In court testimony last month, McQueary said his account about the 2002 allegation to Paterno wasn’t as detailed as what he relayed to Paterno’s superiors out of respect for the older Paterno.
According to the Post, Paterno reiterated that McQueary was unclear with him about the nature of what he saw — and added that even if McQueary had been more graphic, he’s not sure he would have understood it.
“You know, he didn’t want to get specific,” Paterno said. “And to be frank with you I don’t know that it would have done any good, because I never heard of, of, rape and a man. So I just did what I thought was best. I talked to people that I thought would be, if there was a problem, that would be following up on it.”
In recent weeks, Paterno’s dismissal has come under question from many former players and alumni wondering about the motivations of trustees.
Others are roiled by a perceived lack of communication by trustees and President Rodney Erickson during a period when the school has promised to be more open and transparent. Many alumni who attended town hall meetings in Pittsburgh, suburban Philadelphia and New York this week questioned why Paterno, after 61 years of service to the school, wasn’t afforded due process before his dismissal.
Paterno met his legal requirement to report suspected abuse, according to authorities.
But two days after Sandusky was charged, state police Commissioner Frank Noonan said Paterno and other school leaders had a “moral responsibility” to do more and report allegations to police.

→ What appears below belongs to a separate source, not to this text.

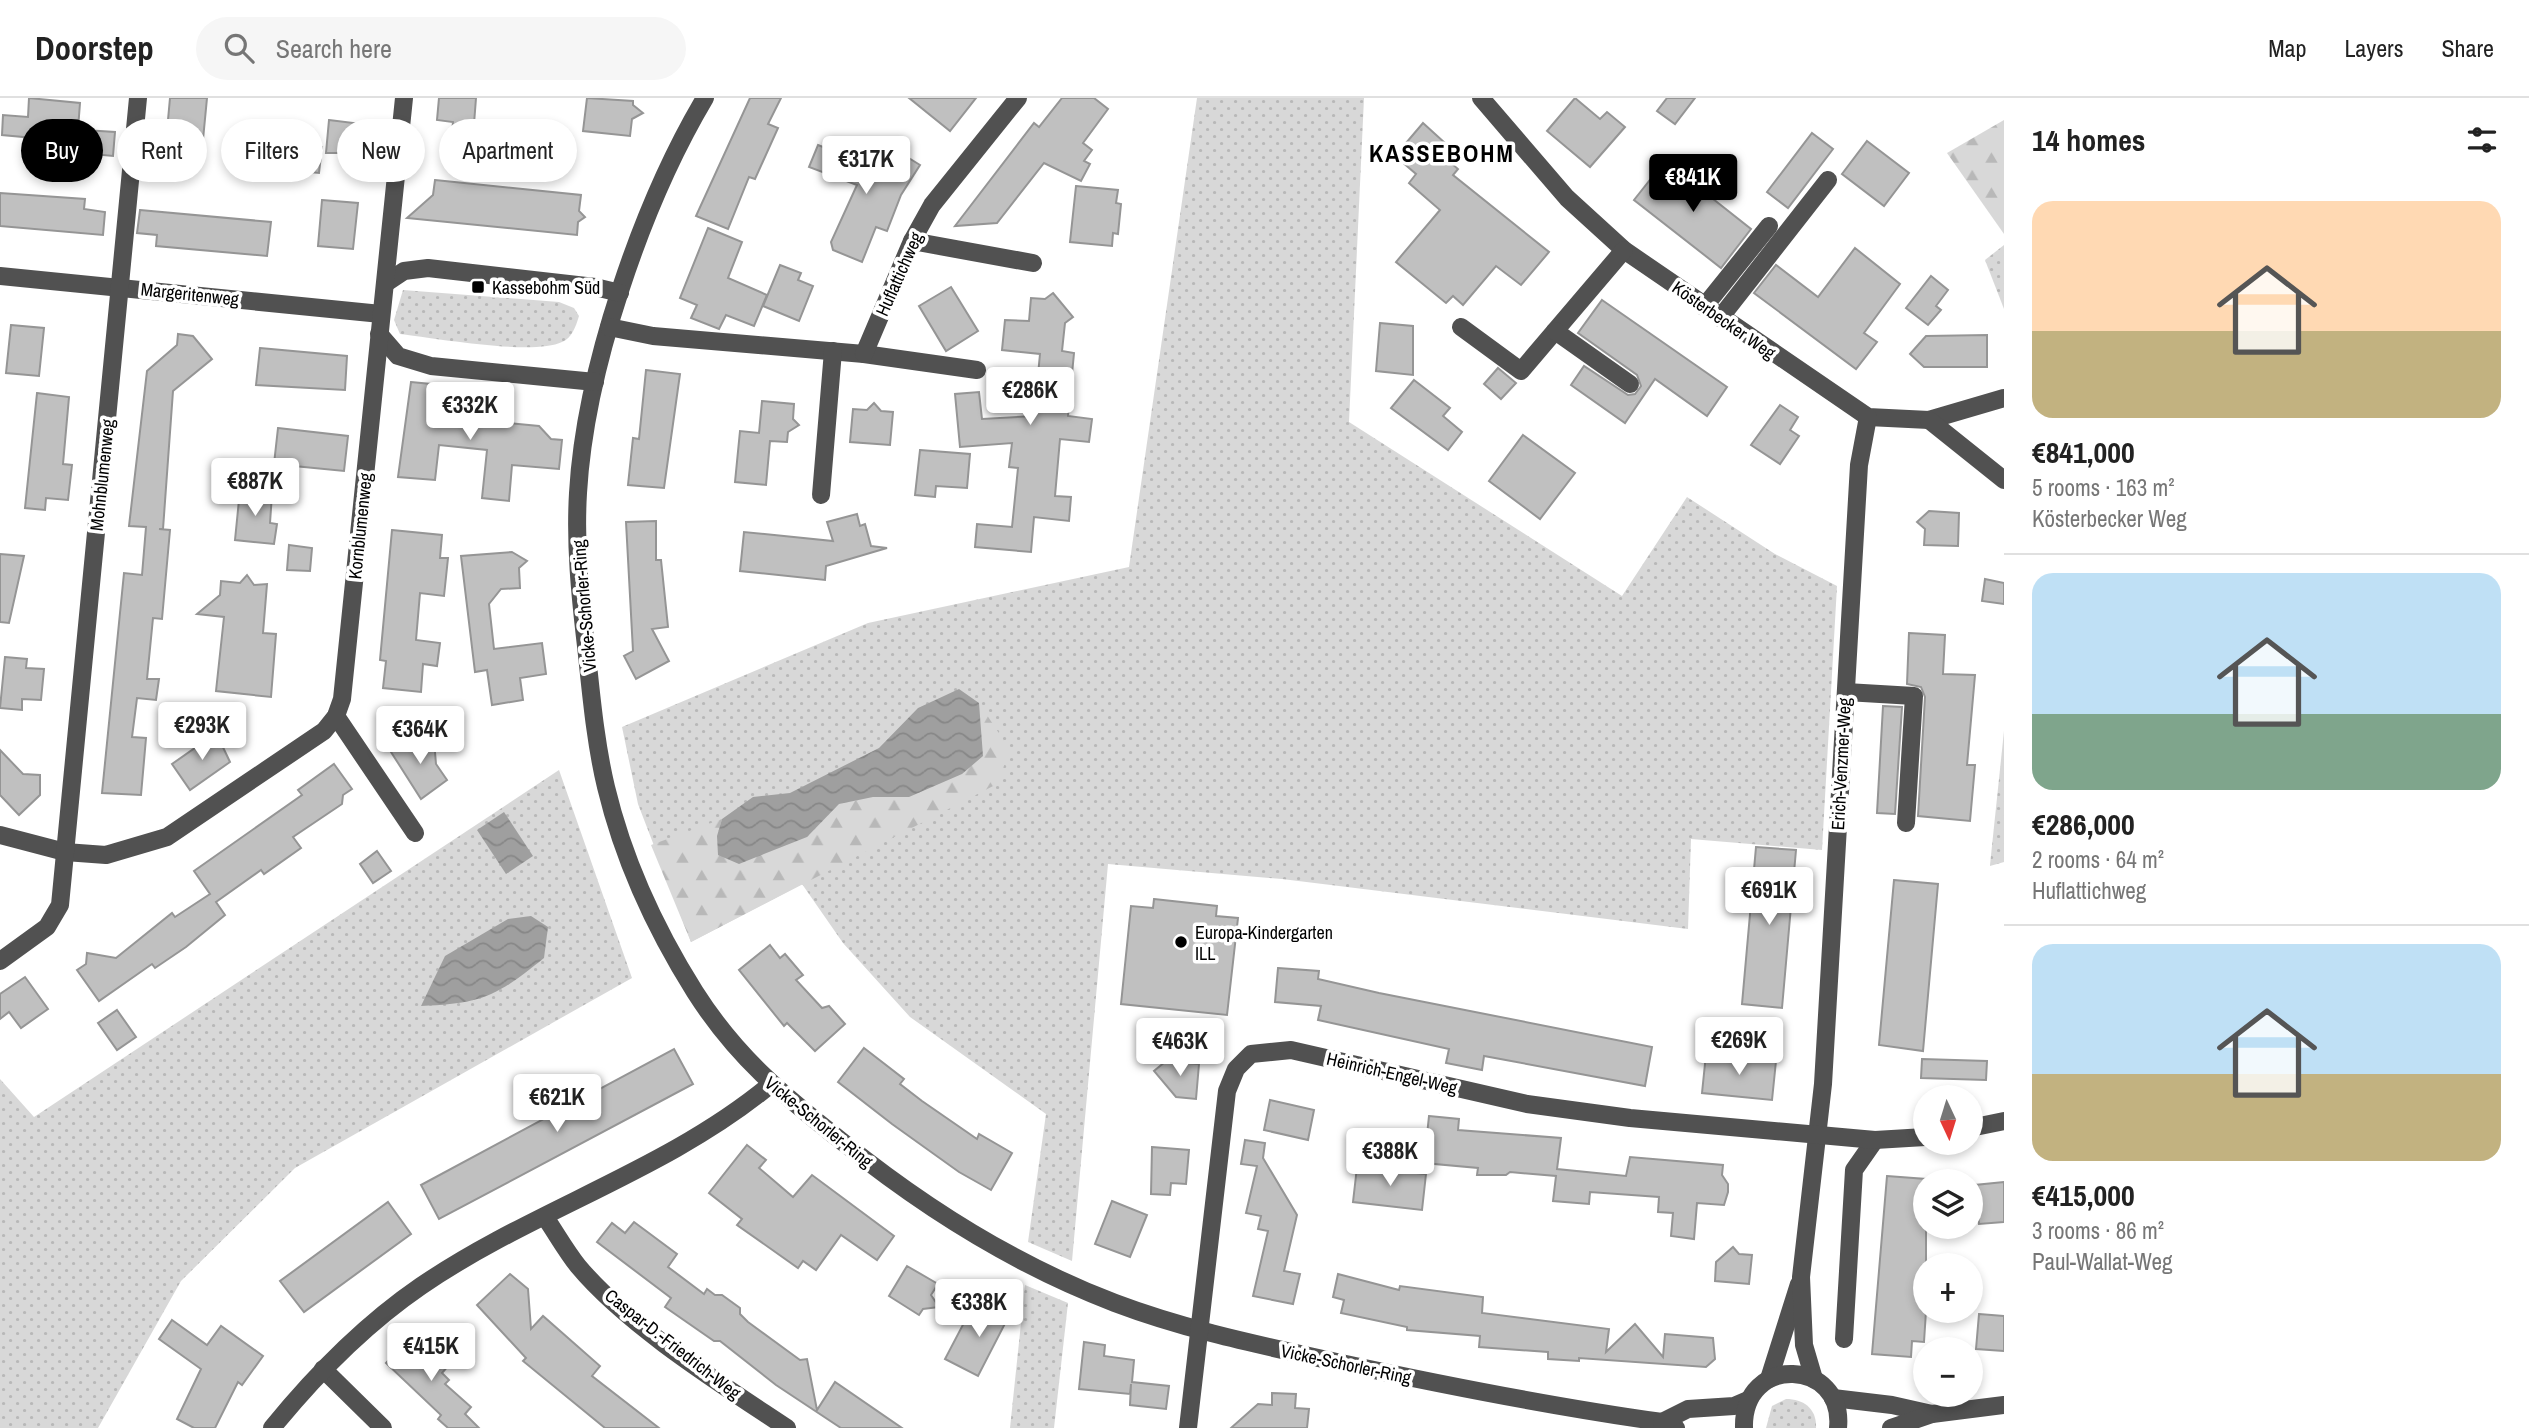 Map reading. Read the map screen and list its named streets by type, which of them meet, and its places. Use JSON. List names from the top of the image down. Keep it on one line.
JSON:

With a media storm descending on the campus, Paterno announced his resignation the morning of Nov. 9. That day, he called the scandal “one of the great sorrows of my life. With the benefit of hindsight, I wish I had done more.”
The trustees fired him about 12 hours later. Paterno recounted that he was passed a note at the door of his home by an assistant athletic director with the name of trustees vice chairman John Surma and a phone number.

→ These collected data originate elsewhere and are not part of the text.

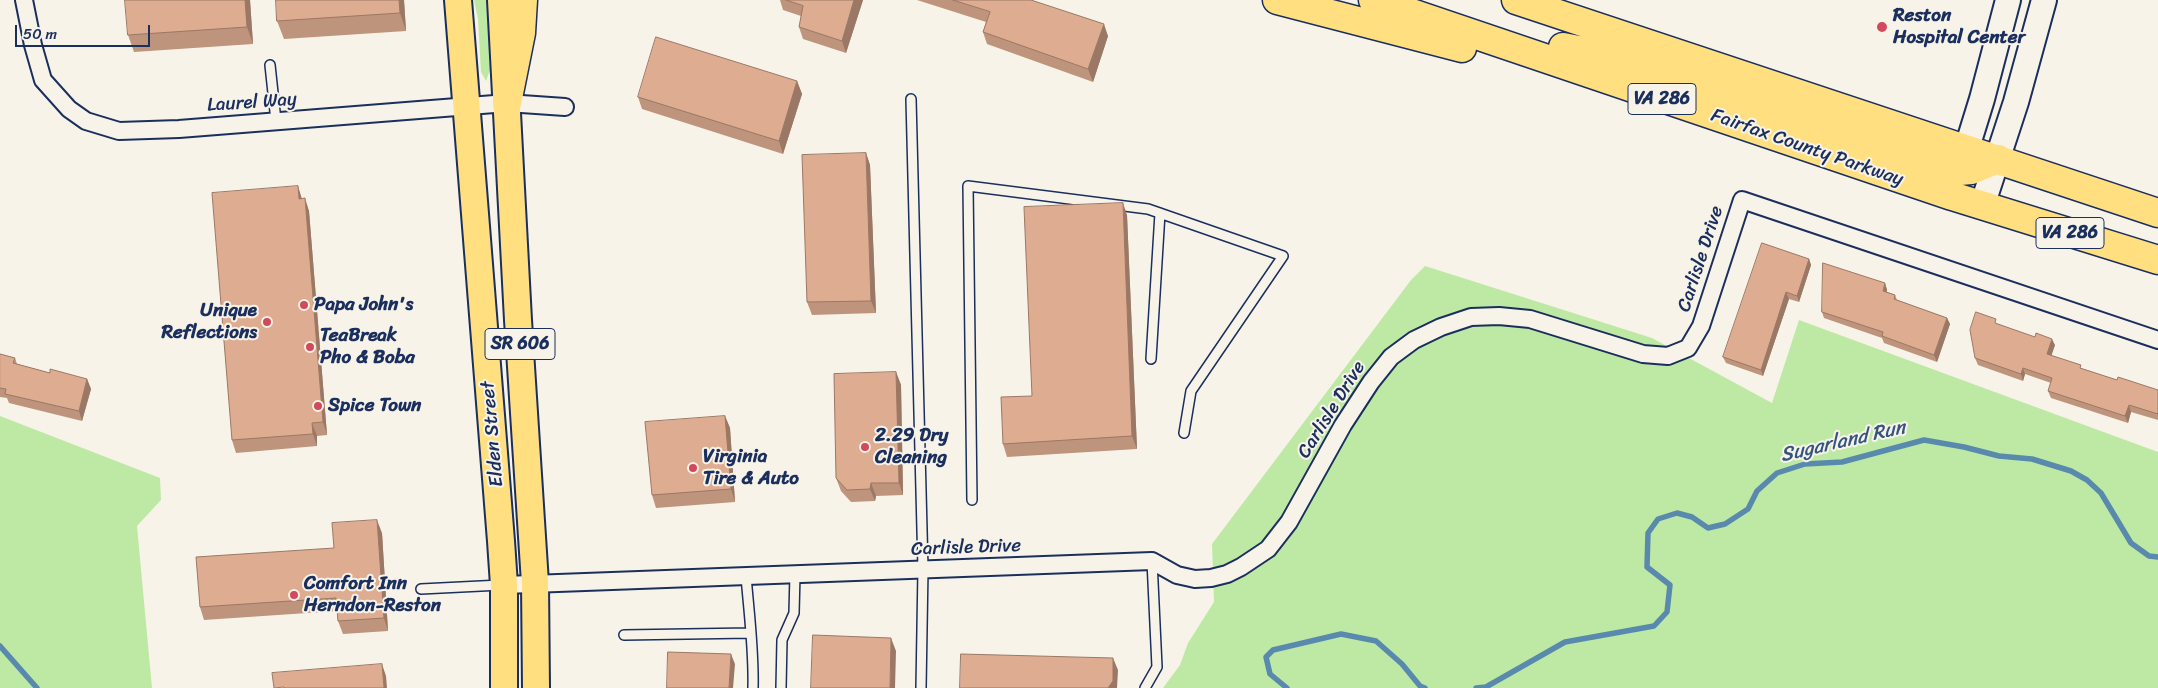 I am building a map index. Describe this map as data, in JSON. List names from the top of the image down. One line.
{"streets":{"highway":["VA 286","Fairfax County Parkway"],"main road":["SR 606","Elden Street"],"street":["Laurel Way","Carlisle Drive"]},"crossings":[["Laurel Way","Elden Street"],["Carlisle Drive","Elden Street"]],"water":["Sugarland Run"],"places":["Reston Hospital Center","Papa John's","Unique Reflections","TeaBreak Pho & Boba","Spice Town","2.29 Dry Cleaning","Virginia Tire & Auto","Comfort Inn Herndon-Reston"],"scale_bar":"50 m"} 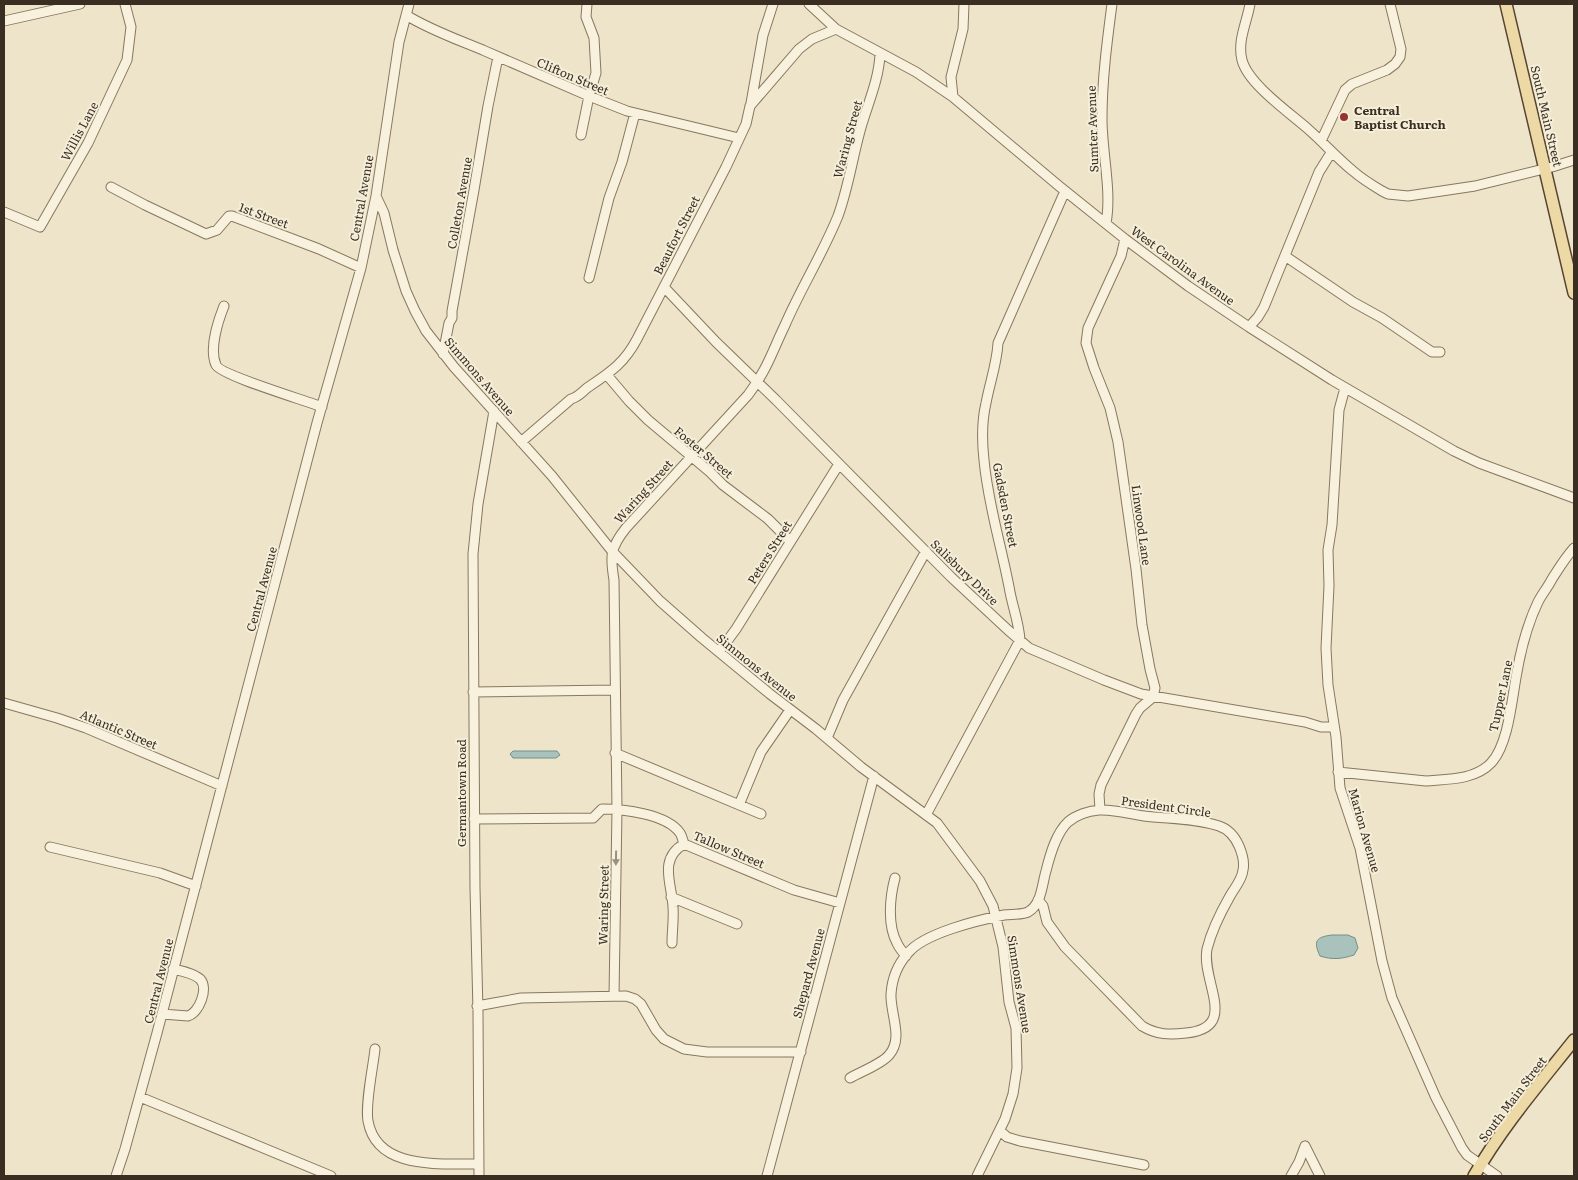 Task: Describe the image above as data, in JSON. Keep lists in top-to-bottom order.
{
  "streets": {
    "main road": ["South Main Street"],
    "street": [
      "Clifton Street",
      "Sumter Avenue",
      "Willis Lane",
      "Waring Street",
      "Central Avenue",
      "Colleton Avenue",
      "1st Street",
      "Beaufort Street",
      "West Carolina Avenue",
      "Simmons Avenue",
      "Foster Street",
      "Gadsden Street",
      "Linwood Lane",
      "Peters Street",
      "Salisbury Drive",
      "Tupper Lane",
      "Atlantic Street",
      "Germantown Road",
      "President Circle",
      "Marion Avenue",
      "Tallow Street",
      "Shepard Avenue"
    ]
  },
  "crossings": [
    ["Clifton Street", "Central Avenue"],
    ["Clifton Street", "Colleton Avenue"],
    ["Clifton Street", "Beaufort Street"],
    ["South Main Street", "Marion Avenue"],
    ["Sumter Avenue", "West Carolina Avenue"],
    ["Waring Street", "West Carolina Avenue"],
    ["Waring Street", "Simmons Avenue"],
    ["Waring Street", "Foster Street"],
    ["Waring Street", "Salisbury Drive"],
    ["Waring Street", "Tallow Street"],
    ["Central Avenue", "1st Street"],
    ["Central Avenue", "Simmons Avenue"],
    ["Central Avenue", "Atlantic Street"],
    ["Colleton Avenue", "Simmons Avenue"],
    ["Beaufort Street", "West Carolina Avenue"],
    ["Beaufort Street", "Simmons Avenue"],
    ["Beaufort Street", "Foster Street"],
    ["Beaufort Street", "Salisbury Drive"],
    ["West Carolina Avenue", "Gadsden Street"],
    ["West Carolina Avenue", "Linwood Lane"],
    ["West Carolina Avenue", "Marion Avenue"],
    ["Simmons Avenue", "Peters Street"],
    ["Simmons Avenue", "Germantown Road"],
    ["Simmons Avenue", "Shepard Avenue"],
    ["Foster Street", "Peters Street"],
    ["Gadsden Street", "Salisbury Drive"],
    ["Linwood Lane", "Salisbury Drive"],
    ["Peters Street", "Salisbury Drive"],
    ["Salisbury Drive", "Marion Avenue"],
    ["Tupper Lane", "Marion Avenue"],
    ["Tallow Street", "Shepard Avenue"]
  ],
  "places": ["Central Baptist Church"]
}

According to the Post, Surma told Paterno, “In the best interests of the university, you are terminated.” Paterno hung up and repeated the words to his wife, who redialed the number.
“After 61 years he deserved better,” Sue Paterno said. “He deserved better.”
Paterno could not recall the last time he had seen or spoken to Sandusky. He declined to offer his opinion on the charges other than saying he would wait for the legal process to unfold.
Paterno reminded the Post he is not a victim.
“You know, I’m not as concerned about me,” he said. “What’s happened to me has been great. I got five great kids. Seventeen great grandchildren. I’ve had a wonderful experience here at Penn State. I don’t want to walk away from this thing bitter. I want to be helpful.”